Getting plant data to where it needs to go
Industrial facilities generate enormous amounts of operational data. Equipment runtimes, process values, energy consumption, fault histories - most of it lives in PLCs and local historians that business systems can’t easily reach. Management wants production dashboards. Maintenance wants equipment health trends. Engineering wants fault data for root cause analysis.
Industrial IoT is the engineering discipline of moving that data reliably from plant floor to where it’s useful - cloud platforms, business dashboards, maintenance systems, or remote monitoring tools - while keeping the control systems that produce it safe and unaffected.
What we build
Edge data collection - edge computing devices installed on the plant network that read data from existing PLCs, instruments, and equipment using standard protocols. No modification to the control system required. The edge device collects, buffers, and forwards data to upstream systems, handling connectivity outages gracefully so data is not lost during network interruptions.

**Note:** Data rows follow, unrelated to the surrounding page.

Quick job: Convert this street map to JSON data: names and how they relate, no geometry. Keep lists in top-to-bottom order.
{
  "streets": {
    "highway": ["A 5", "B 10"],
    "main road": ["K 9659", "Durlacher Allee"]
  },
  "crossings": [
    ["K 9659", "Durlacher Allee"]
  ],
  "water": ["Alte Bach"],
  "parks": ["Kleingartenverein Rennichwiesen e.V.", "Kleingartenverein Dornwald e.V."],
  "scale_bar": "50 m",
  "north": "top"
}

Cloud connectivity - secure, outbound-only connections from edge devices to cloud IoT platforms. AWS IoT Core, Azure IoT Hub, and Ignition MQTT are our primary platforms. Data is structured, timestamped, and delivered to the cloud in formats that analytics and reporting tools can consume.

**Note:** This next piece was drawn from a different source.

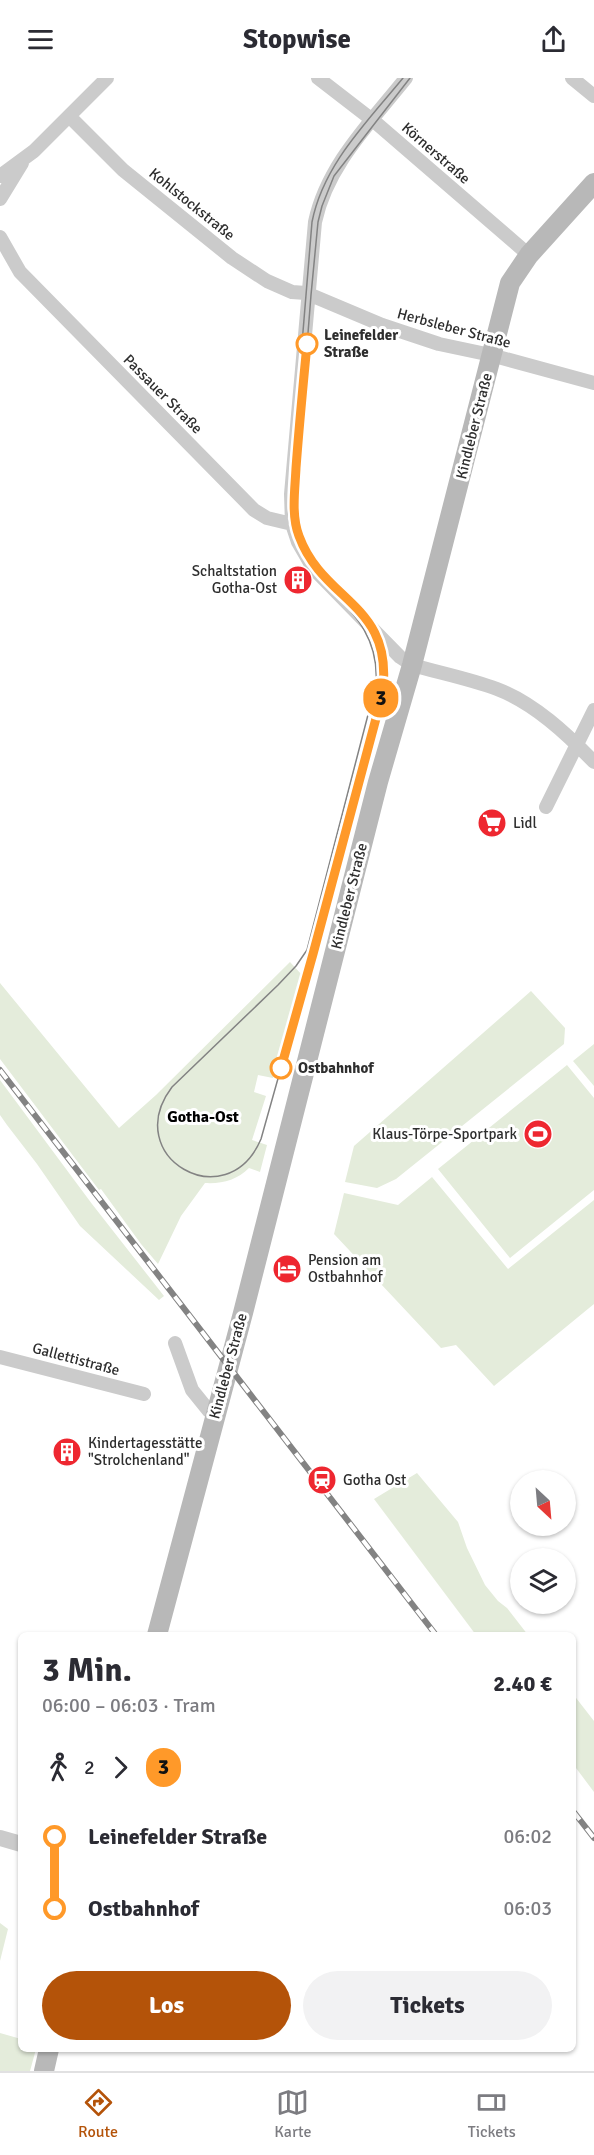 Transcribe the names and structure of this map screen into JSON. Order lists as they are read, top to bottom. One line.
{"streets":{"main road":["Kindleber Straße"],"street":["Körnerstraße","Kohlstockstraße","Herbsleber Straße","Passauer Straße","Gallettistraße"]},"crossings":[["Körnerstraße","Kindleber Straße"],["Kohlstockstraße","Herbsleber Straße"],["Herbsleber Straße","Kindleber Straße"]],"districts":["Gotha-Ost"],"places":{"other":["Leinefelder Straße","Ostbahnhof"],"building":["Schaltstation Gotha-Ost","Kindertagesstätte \"Strolchenland\""],"supermarket":["Lidl"],"sports":["Klaus-Törpe-Sportpark"],"hotel":["Pension am Ostbahnhof"],"station":["Gotha Ost"]},"lines":["tram line 3"],"north":"bottom right","page":{"header":"Stopwise","on_map":"3","heading":["3 Min.","06:00 – 06:03 · Tram","2.40 €"],"legs":["2","3"],"list":[{"name":"Leinefelder Straße","value":"06:02"},{"name":"Ostbahnhof","value":"06:03"}],"buttons":["Los","Tickets"],"tabs":["Route","Karte","Tickets"]}}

Remote monitoring dashboards - cloud-hosted or on-premises dashboards giving management, engineering, and maintenance teams visibility of plant performance from anywhere. Production KPIs, equipment status, energy consumption, and alarm summaries formatted for the audience - not raw process data.
Equipment health monitoring - tracking runtime hours, cycle counts, vibration trends, and other condition indicators for critical equipment. Early warning of developing faults before they become unplanned stoppages. Configured around the equipment that matters most to your operation.
Energy monitoring - metering and monitoring of electrical energy consumption at equipment, area, or facility level. Data used for energy reporting, cost allocation, and identifying optimisation opportunities. Increasingly relevant as energy costs rise and carbon reporting requirements grow.
On-premises alternatives - for operations where public cloud is not suitable due to data sovereignty, connectivity constraints, or IT policy, we deploy equivalent capability on local or private infrastructure. Ignition-based solutions in particular work well in on-premises configurations.
How we approach IIoT projects
We start by understanding what decisions the data needs to support. A production dashboard for the general manager needs different data and different presentation to a fault trend dashboard for the maintenance team. Getting that clear before building anything avoids the common outcome of a system that collects a lot of data nobody uses.
From there we identify what data already exists in your control systems, what additional sensing is needed, and how the data pathway from plant floor to end user should be structured. We design the edge architecture, configure the cloud connectivity, build the dashboards, and test end-to-end before handover.
Working within OT constraints
IIoT projects that ignore OT constraints cause problems. Devices that require inbound firewall rules, implementations that put engineering workstations on cloud networks, or dashboards that create pressure to add remote control capability incrementally - these are common failure modes.
We design IIoT solutions within the constraints of the OT environment from the start. Control systems stay on the control network. Cloud connections are outbound only. Edge devices are isolated from critical systems. The result is a monitoring capability that operations and IT can both support confidently.